El príncipe Iván trajo leche de leona a su esposa, que así sanó y recobró su alegría, pero al poco tiempo pidió otra vez:
-Esposo mío, esposo amado: ahora he recobrado la salud y la alegría, pero sería aún más bella si tú me trajeras unos polvos mágicos que se encuentran detrás de doce puertas y de doce candados en los doce rincones del molino del diablo.
Y allá fue el príncipe... Se conoce que tal era su destino. Cuando llegó al molino, los candados y las puertas fueron abriéndose delante de él. Cogió polvos mágicos de los doce rincones y volvió para atrás. Conforme se marchaba, las puertas y los candados iban cerrándose detrás de él. Salió el príncipe, pero todos los animales que le acompañaban se quedaron dentro, rugiendo y gritando, arremetiendo contra las puertas con uñas y dientes.
El príncipe Iván se quedó allí un buen rato por ver si salían, hasta que emprendió el camino de vuelta, triste y solo, con dolor de corazón y frío en el alma. Cuando llegó a su casa se encontró a su mujer tan campante, yendo de un lado para otro, joven y alegre, y al Culebrón Culebrero mangoneando como si fuera el amo.
-¡Hola, príncipe Iván! Mira el regalo que te tengo preparado: un nudo de seda para el cuello.
-Aguarda un poco Culebrón -objetó el príncipe. Comprendo que estoy a merced tuya, pero no quisiera morir tristemente. Deja que te cante tres canciones.
El príncipe cantó una canción y el Culebrón la escuchó. Un cuervo que se había quedado picoteando una carroña, y por eso no cayó en la trampa con los demás animales, le gritó entonces:
-¡Canta, canta, príncipe Iván! ¡Tus jaurías han destrozado ya tres puertas!
Cantó el príncipe otra canción, y el cuervo gritó:
-¡Canta, canta, que tus jaurías destrozan ya la novena puerta!
-¡Basta ya! ¡Se acabó! -silbó el Culebrón. ¡Alarga el cuello y mete la cabeza por el nudo!
-Escucha esta otra, Culebrón Culebrero. La canté cuando iba a casarme y ahora la cantaré antes de bajar a la tumba.
El príncipe entonó la tercera canción, y el cuervo gritó:
-¡Canta, canta, príncipe Iván! ¡Tus jaurías están echando abajo el último candado!
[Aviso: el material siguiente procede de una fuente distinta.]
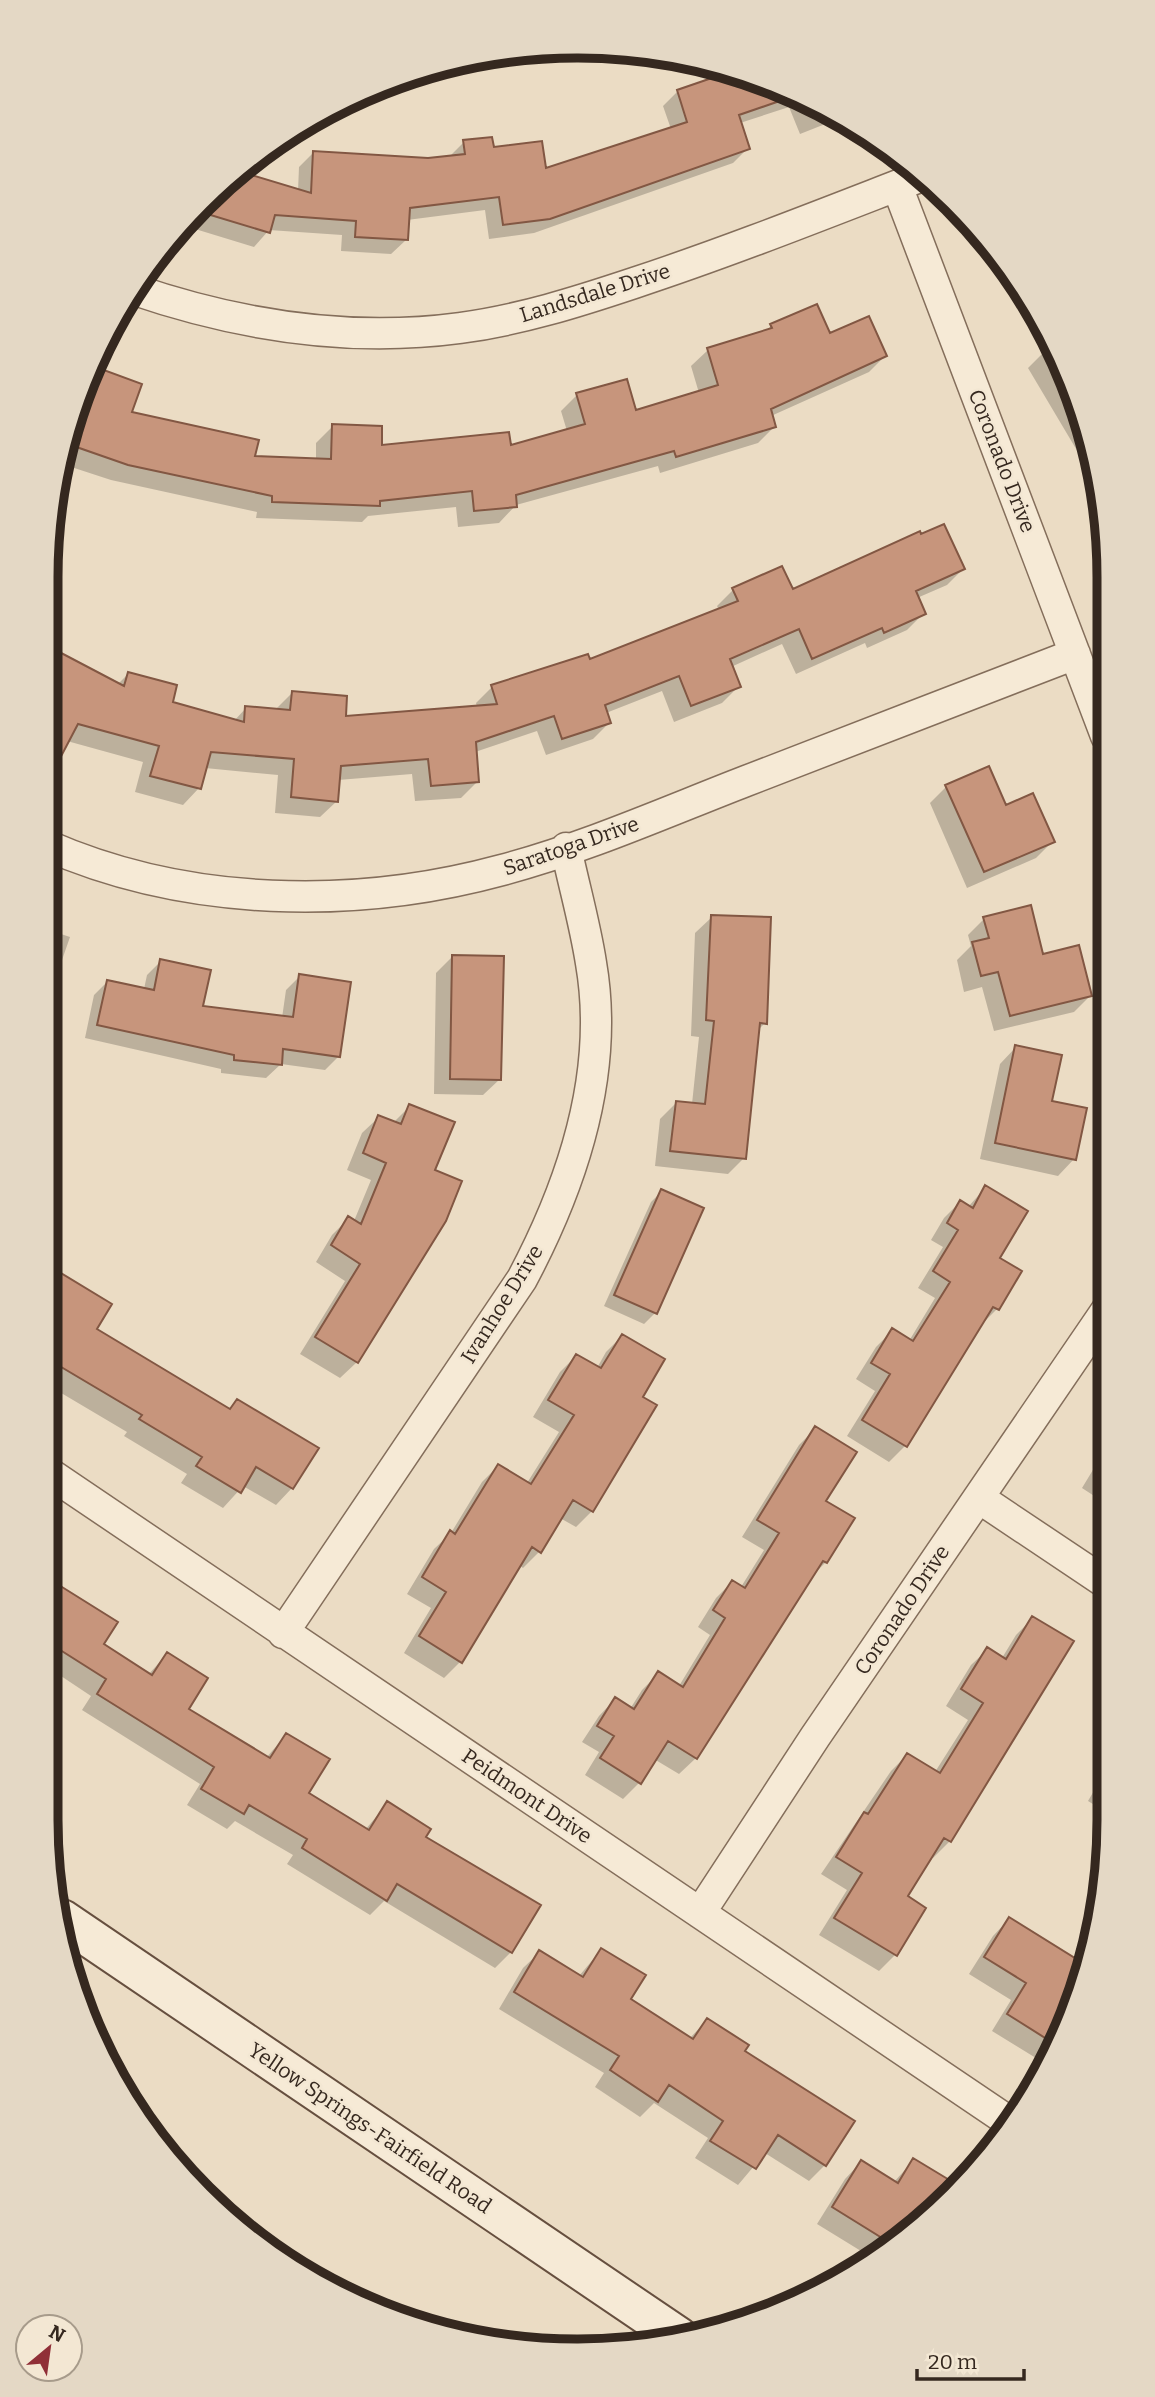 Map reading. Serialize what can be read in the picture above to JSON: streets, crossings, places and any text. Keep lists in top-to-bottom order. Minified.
{"streets":{"main road":["Yellow Springs-Fairfield Road"],"street":["Landsdale Drive","Coronado Drive","Saratoga Drive","Ivanhoe Drive","Peidmont Drive"]},"crossings":[["Landsdale Drive","Coronado Drive"],["Coronado Drive","Saratoga Drive"],["Coronado Drive","Peidmont Drive"],["Saratoga Drive","Ivanhoe Drive"],["Ivanhoe Drive","Peidmont Drive"]],"scale_bar":"20 m","north":"top right"} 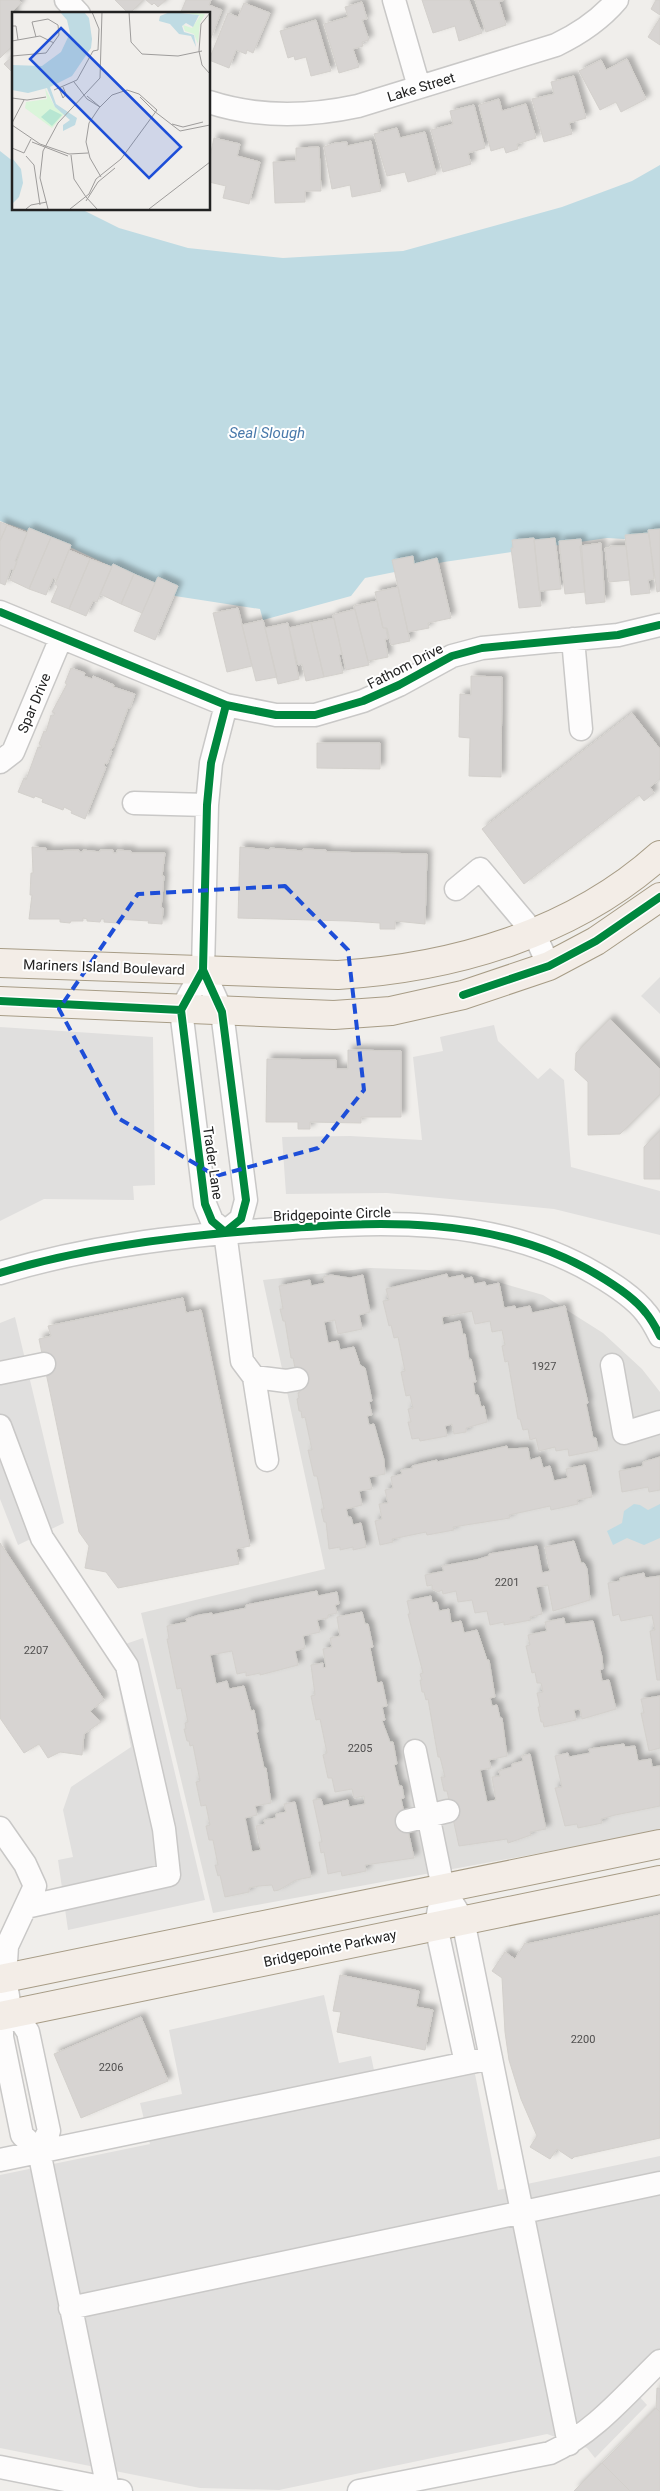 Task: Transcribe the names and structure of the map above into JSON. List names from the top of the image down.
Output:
{
  "streets": {
    "main road": ["Mariners Island Boulevard", "Bridgepointe Parkway"],
    "street": [
      "Lake Street",
      "Fathom Drive",
      "Spar Drive",
      "Trader Lane",
      "Bridgepointe Circle"
    ]
  },
  "crossings": [
    ["Fathom Drive", "Spar Drive"],
    ["Fathom Drive", "Trader Lane"],
    ["Mariners Island Boulevard", "Trader Lane"],
    ["Trader Lane", "Bridgepointe Circle"]
  ],
  "water": ["Seal Slough"],
  "house_numbers": [
    "1927",
    "2201",
    "2207",
    "2205",
    "2200",
    "2206"
  ]
} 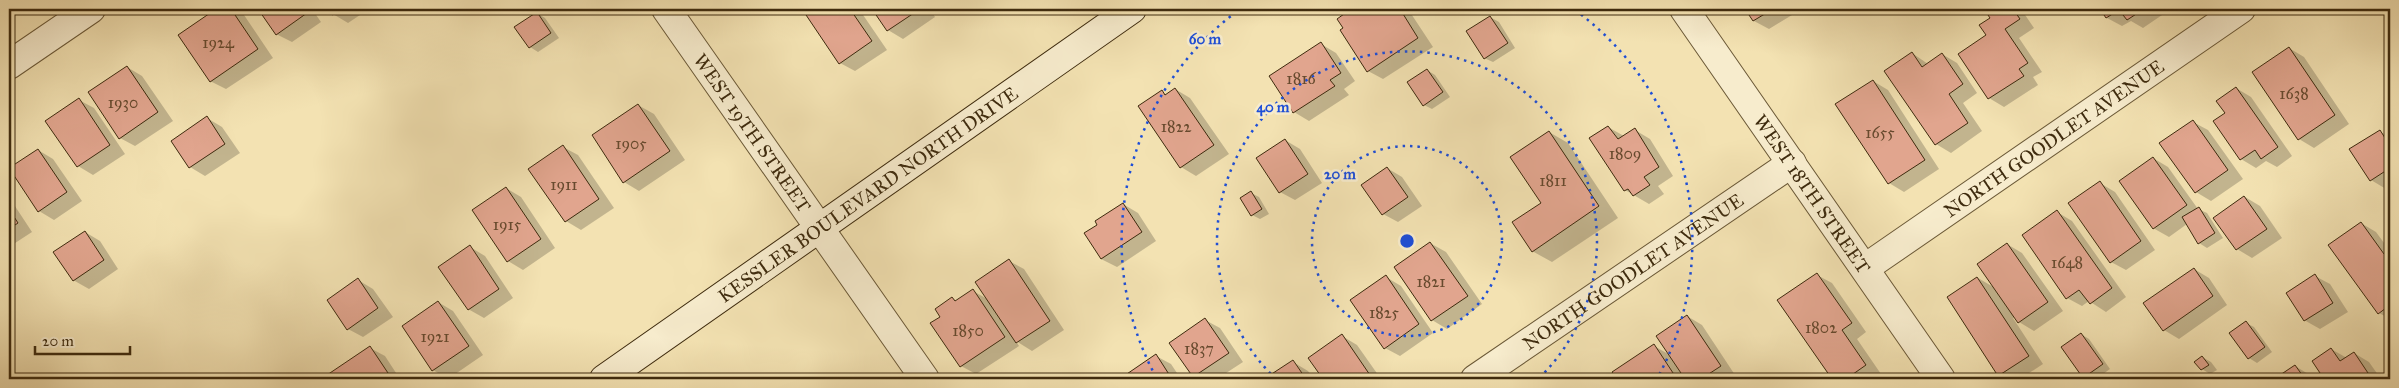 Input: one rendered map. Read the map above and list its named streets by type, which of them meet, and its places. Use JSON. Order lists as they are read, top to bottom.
{
  "streets": {
    "street": [
      "WEST 19TH STREET",
      "NORTH GOODLET AVENUE",
      "KESSLER BOULEVARD NORTH DRIVE",
      "WEST 18TH STREET"
    ]
  },
  "crossings": [
    ["WEST 19TH STREET", "KESSLER BOULEVARD NORTH DRIVE"],
    ["NORTH GOODLET AVENUE", "WEST 18TH STREET"]
  ],
  "house_numbers": [
    "1924",
    "1816",
    "1638",
    "1930",
    "1822",
    "1655",
    "1905",
    "1809",
    "1811",
    "1911",
    "1915",
    "1648",
    "1821",
    "1825",
    "1802",
    "1850",
    "1921",
    "1837"
  ],
  "scale_bar": "20 m",
  "rings": ["60 m", "40 m", "20 m"]
} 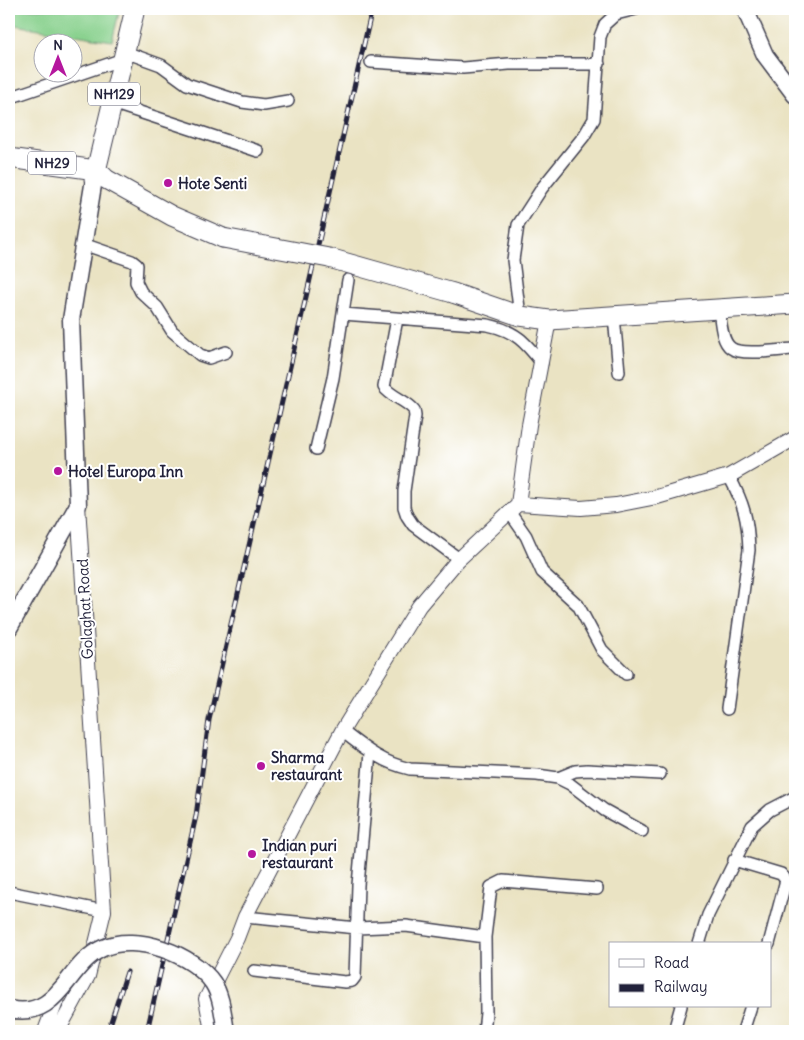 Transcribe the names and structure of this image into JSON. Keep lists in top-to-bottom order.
{
  "streets": {
    "main road": ["NH129", "NH29", "Golaghat Road"]
  },
  "crossings": [
    ["NH129", "NH29"],
    ["NH129", "Golaghat Road"],
    ["NH29", "Golaghat Road"]
  ],
  "places": [
    "Hote Senti",
    "Hotel Europa Inn",
    "Sharma restaurant",
    "Indian puri restaurant"
  ],
  "legend": ["Road", "Railway"],
  "north": "top"
} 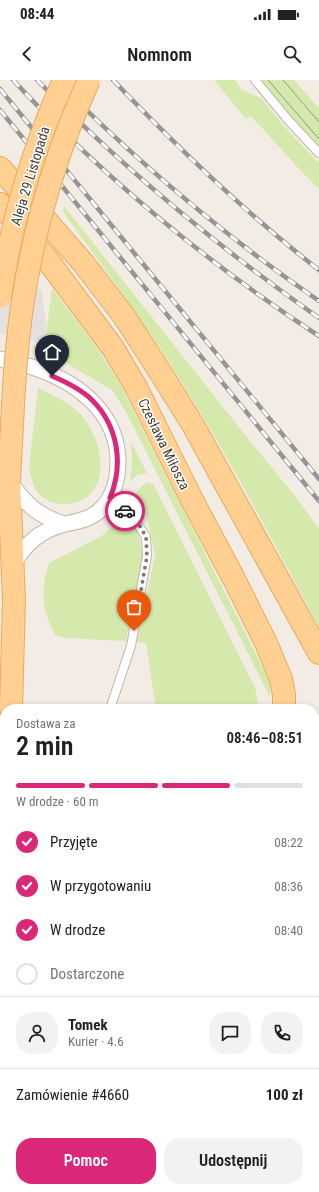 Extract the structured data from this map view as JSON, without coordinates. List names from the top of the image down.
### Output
{
  "streets": {
    "main road": ["Aleja 29 Listopada", "Czesława Miłosza"]
  },
  "page": {
    "status": "08:44",
    "header": "Nomnom",
    "heading": ["2 min", "Dostawa za", "08:46–08:51"],
    "panel": [
      "Tomek",
      "Kurier · 4.6",
      "Zamówienie #4660",
      "100 zł"
    ],
    "bar": "W drodze · 60 m",
    "list": [
      ["Przyjęte", "08:22"],
      ["W przygotowaniu", "08:36"],
      ["W drodze", "08:40"],
      "Dostarczone"
    ],
    "buttons": ["Pomoc", "Udostępnij"]
  }
}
El príncipe Iván terminó de cantar, alargó el cuello y gritó por última vez:
-¡Adiós, luz del día! ¡Adiós jaurías mías!
Pero las jaurías llegaban tan a punto, amenazadoras como un nubarrón, tan numerosas como un regimiento. Las fieras despedazaron al Culebrón, las aves mataron a picotazos a la princesa, y así se quedó el noble príncipe Iván hasta el final de sus días, solo con sus jaurías y sus tristes recuerdos, aunque hubiera merecido mejor suerte.
Cuenta la gente que en otros tiempos abundaban los hombres tan gallardos, pero a nosotros sólo nos han llegado en los cuentos.